Te reconocí aunque con dudas. Llevabas en tu estela una pareja de niños que atrasaban tu andar. El pequeño te seguía obediente y en su rostro recordé el tuyo. La niña, con el diablo en el cuerpo, porfiaba en seguir rumbos distintos y continuamente la volvías a encarrilar.
Se me desperezó la primera sonrisa del día, sentado tranquilo en el banco. El niño tenía tu belleza pero esa pequeña molesta había heredado, como un espejo, tu indomable carácter. Me pareció una muy justa vuelta del destino el que probaras tu propia medicina.
Siento en mis costillas el codazo irritado, que sin ningún empacho, me das. Asustado, miro hacia la maestra por si nos ha visto y resignado bajo mi brazo para que puedas copiarme impune la tarea. Con un enojo que en realidad no sentía, fui tu principal asistente al dejar la primaria en aquellos años iniciales de la secundaria. Hasta te vanagloriabas de mi servidumbre charlando con tus amigas.
Ya menos inocente, comencé a entender que el mundo que nos rodeaba era al revés.
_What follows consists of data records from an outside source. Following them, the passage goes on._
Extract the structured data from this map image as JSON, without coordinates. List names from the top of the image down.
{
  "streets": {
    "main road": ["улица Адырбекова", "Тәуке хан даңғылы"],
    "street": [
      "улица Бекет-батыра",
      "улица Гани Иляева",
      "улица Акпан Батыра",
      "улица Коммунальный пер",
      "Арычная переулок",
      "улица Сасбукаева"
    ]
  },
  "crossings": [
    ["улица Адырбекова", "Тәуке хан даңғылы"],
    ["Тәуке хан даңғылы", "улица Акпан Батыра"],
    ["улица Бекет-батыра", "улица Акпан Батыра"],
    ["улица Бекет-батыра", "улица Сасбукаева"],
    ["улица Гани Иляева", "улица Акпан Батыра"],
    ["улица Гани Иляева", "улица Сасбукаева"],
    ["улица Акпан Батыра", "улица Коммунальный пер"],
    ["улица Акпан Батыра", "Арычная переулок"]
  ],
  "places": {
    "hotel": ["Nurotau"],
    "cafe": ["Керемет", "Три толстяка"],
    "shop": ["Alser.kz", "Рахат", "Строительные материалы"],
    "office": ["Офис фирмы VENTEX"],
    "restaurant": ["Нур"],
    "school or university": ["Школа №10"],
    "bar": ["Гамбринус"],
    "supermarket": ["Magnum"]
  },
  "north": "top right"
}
Las mujeres parecían servir a los varones. Femenina hasta el tuétano, seguramente sentiste que tu reino tambaleaba y con un beso me marcaste como tu esclavo de por vida.
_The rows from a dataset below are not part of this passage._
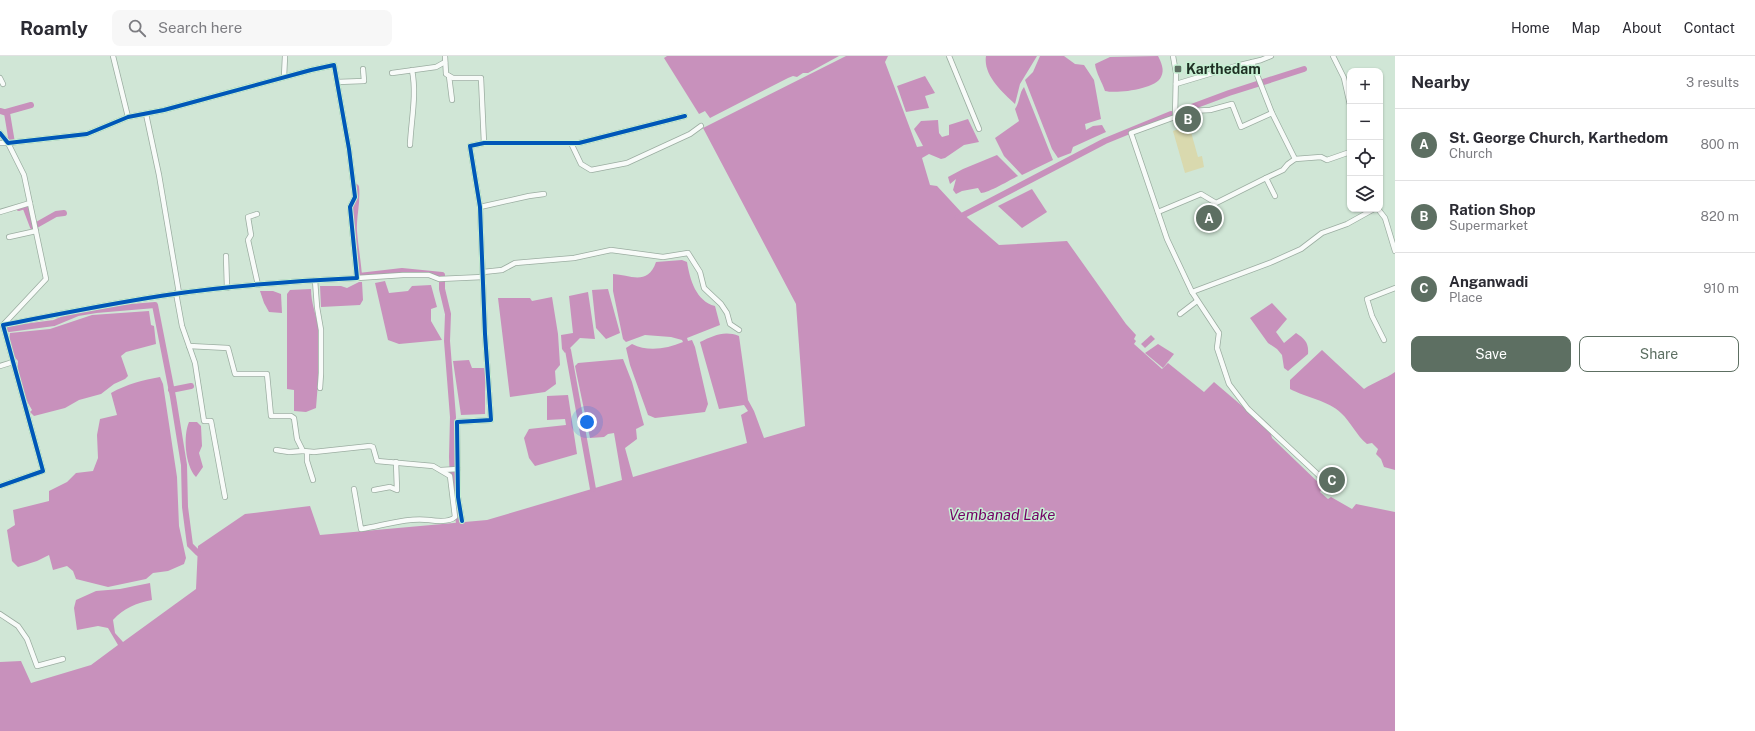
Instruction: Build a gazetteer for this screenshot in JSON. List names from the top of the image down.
{
  "water": ["Vembanad Lake"],
  "places": {
    "transit": ["Karthedam"]
  },
  "page": {
    "header": "Roamly",
    "search": "Search here",
    "nav": [
      "Home",
      "Map",
      "About",
      "Contact"
    ],
    "heading": ["Nearby", "3 results"],
    "map_buttons": ["+", "−"],
    "pins": ["B", "A", "C"],
    "list": [
      {
        "mark": "A",
        "name": "St. George Church, Karthedom",
        "note": "Church",
        "value": "800 m"
      },
      {
        "mark": "B",
        "name": "Ration Shop",
        "note": "Supermarket",
        "value": "820 m"
      },
      {
        "mark": "C",
        "name": "Anganwadi",
        "note": "Place",
        "value": "910 m"
      }
    ],
    "buttons": ["Save", "Share"]
  }
}
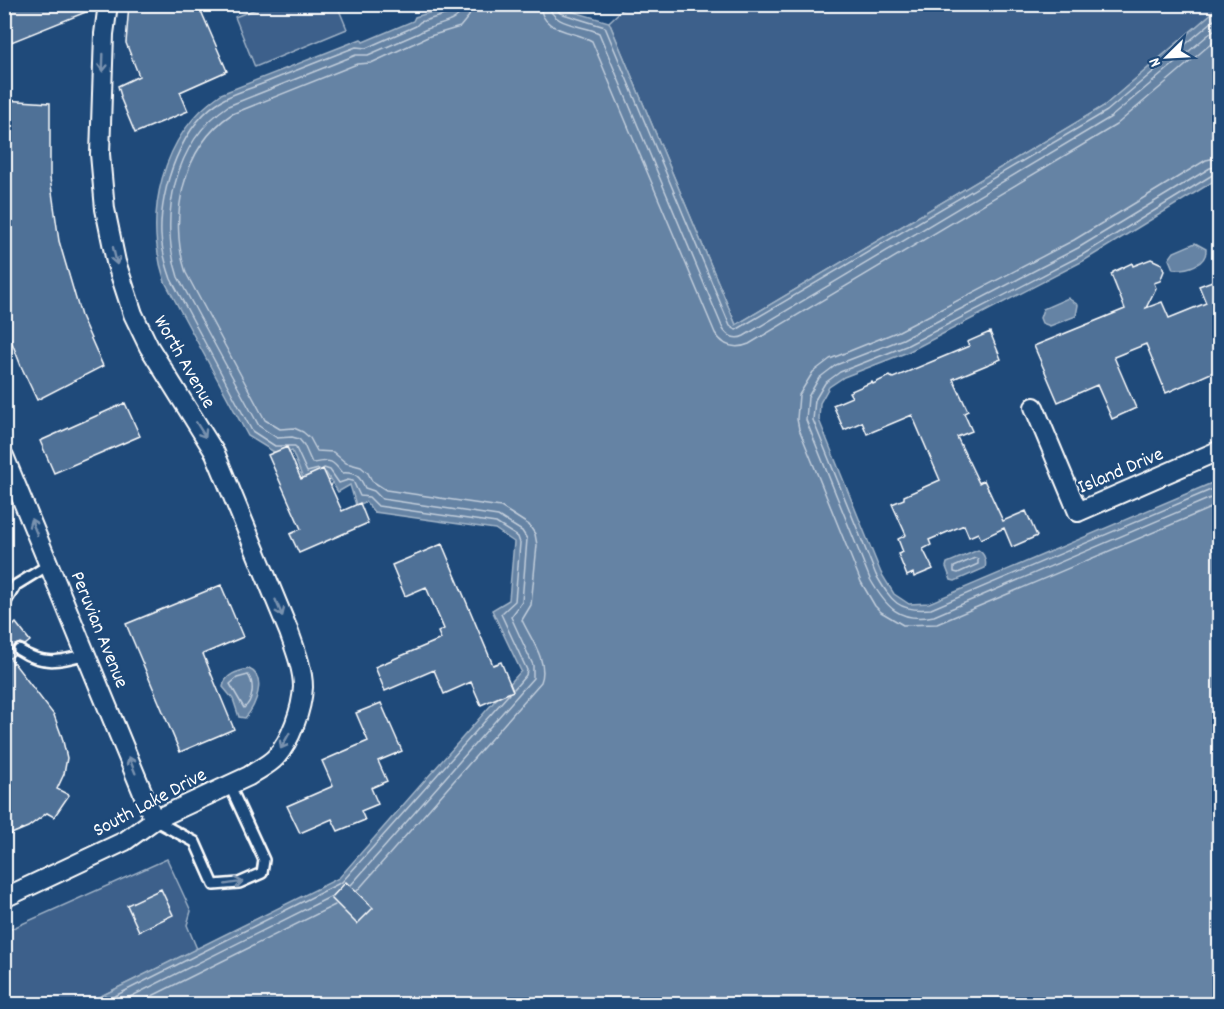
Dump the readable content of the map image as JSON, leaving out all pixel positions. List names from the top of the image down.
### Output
{
  "streets": {
    "street": [
      "Worth Avenue",
      "Island Drive",
      "Peruvian Avenue",
      "South Lake Drive"
    ]
  },
  "crossings": [
    ["Worth Avenue", "South Lake Drive"],
    ["Peruvian Avenue", "South Lake Drive"]
  ],
  "one_way": ["Worth Avenue", "Peruvian Avenue"],
  "north": "bottom left"
}
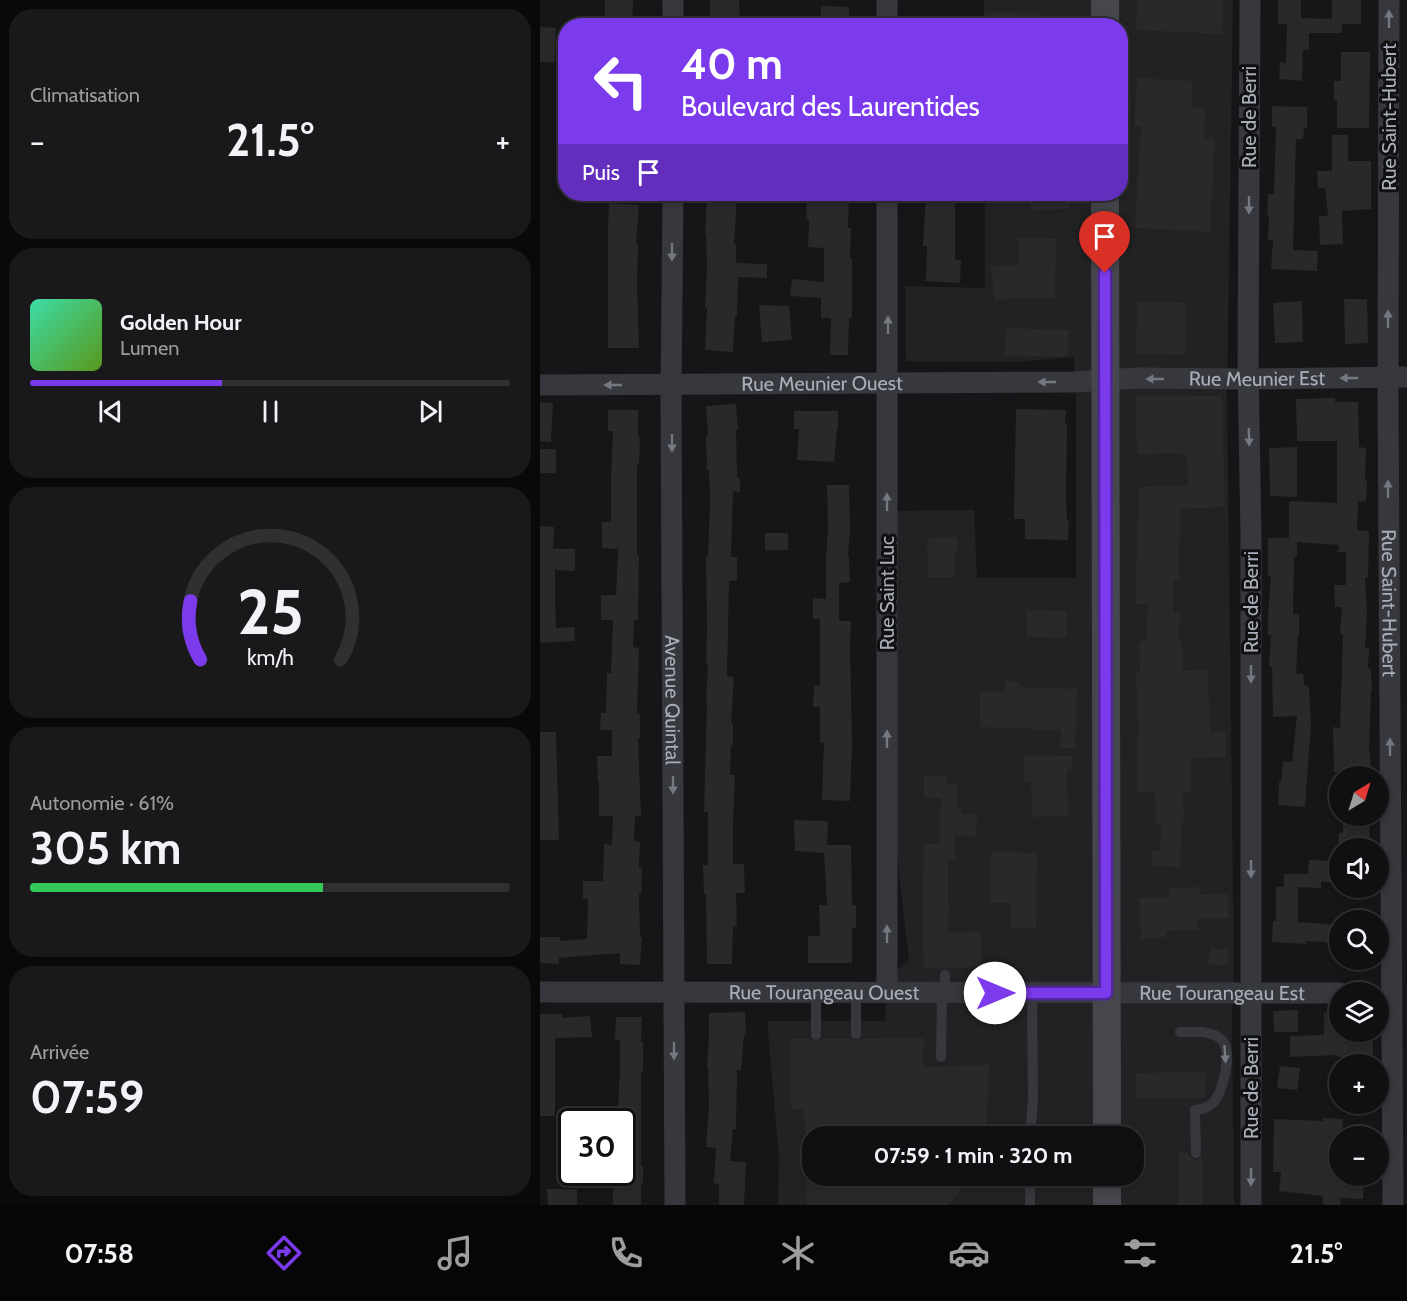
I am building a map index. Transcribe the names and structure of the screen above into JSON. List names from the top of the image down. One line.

Mis labios sienten de nuevo esa suavidad. Me asombro ante su calor y creo hervir mientras lucho con el estorbo de mi nariz. Ese simple beso, que ni pasión ha sido, se quedó con parte de mi cerebro. Ni siquiera nuestro compañerismo, ya de juventud, me lo devolvió. Desde entonces, escamotea mi atención, me interrumpe sin ton ni son y me vuelve estúpido cuando más necesito ser inteligente. Siempre me distrae regresando a ese instante.
Rememorando, comprendo que llamé dolores a simples magullones. Cuando lo conocimos a Rodolfo le di un sincero apretón de manos ofreciendo mi amistad. Desde mi masculinidad no supe leer ese brillo distinto en tus ojos. Nuestro trío amistoso escondía solapado, la semilla fecunda de la traición.
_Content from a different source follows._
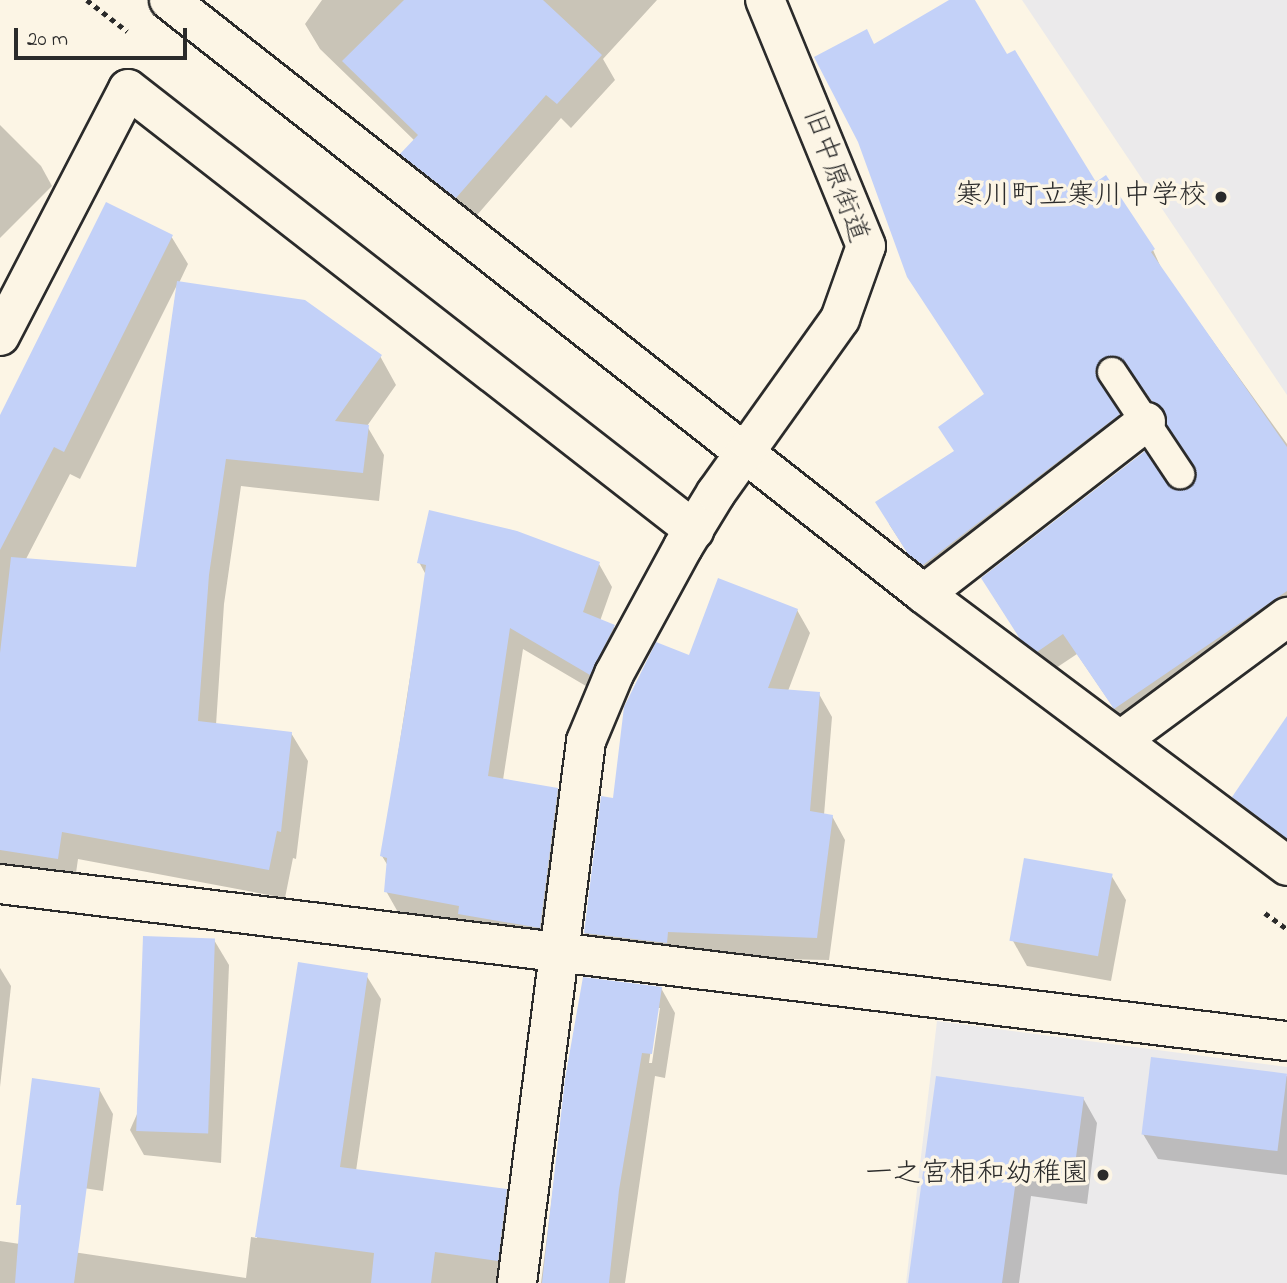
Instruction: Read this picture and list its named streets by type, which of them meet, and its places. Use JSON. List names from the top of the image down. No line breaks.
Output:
{"streets":{"street":["旧中原街道"]},"places":["寒川町立寒川中学校","一之宮相和幼稚園"],"scale_bar":"20 m"}
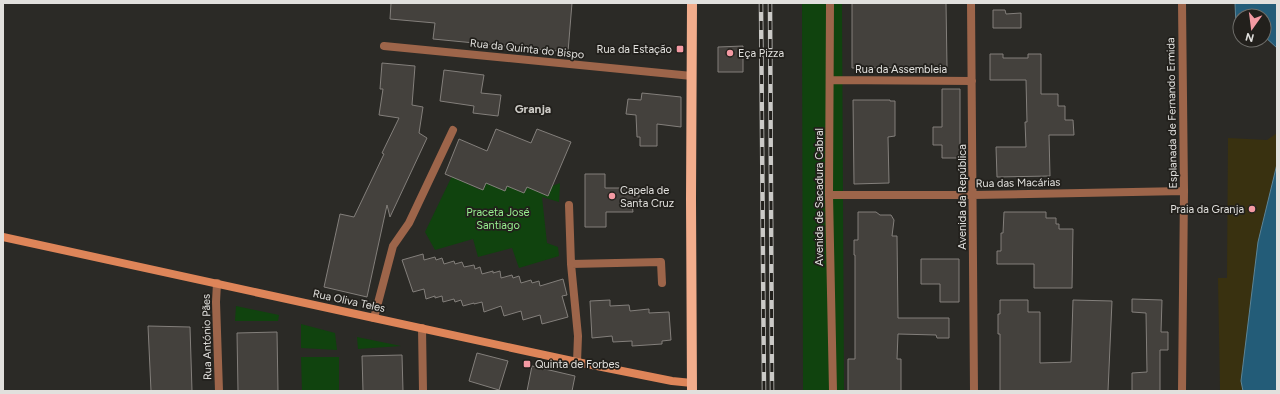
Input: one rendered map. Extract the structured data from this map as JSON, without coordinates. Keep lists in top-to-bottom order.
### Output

Tarde, mi razón aburrida abrió por fin mis ojos y lo odié. Una furia homicida me poseyó y sin disimulo lo hubiera destrozado al, de pronto, extraño y lejano Rodolfo. Te veía aun inocente, raptada ignorante por ese pérfido personaje.
Ese fue mi primer dolor de hombre. Quedé sin aliento, sin luz. Perdí los sonidos y al apoyar la mano en mi pecho ni siquiera sentía el palpitar del corazón. Cuando reconocí que le brindabas un amor que nunca había sido mío, todo terminó.
Quedé vacío y desechable. Ni confrontación busqué y como un animal herido me arrastré lejos, a escondidas. Hubiera muerto antes de sentir tu lástima sobre mí.
Pasó el tiempo y varios amores fugaces. Reconstruí mi existencia y con sólidos ladrillos de realidad, levanté una casa a la que llamé hogar. La he recorrido mil veces y siempre encuentro un cuarto vacío. Viendo desde su ventana, mi memoria indulgente ha cambiado.
Nunca hubo promesas o compromisos. Aunque los hubiera habido, amargamente he aprendido que el amor no acepta mandatos. Si son impuestos, se esfuma y solo quedan un par de sonrisas huecas como un triste eco de lo que se perdió.
Por eso, ya con canas, he vuelto a recorrer estos lugares de infancia y juventud. Nunca sospecharás siquiera lo cerca que estoy. Mi amor no te pide nada, sólo saberte feliz. Quiero llenar ese cuarto vacío con, al menos, algunos retratos de vos.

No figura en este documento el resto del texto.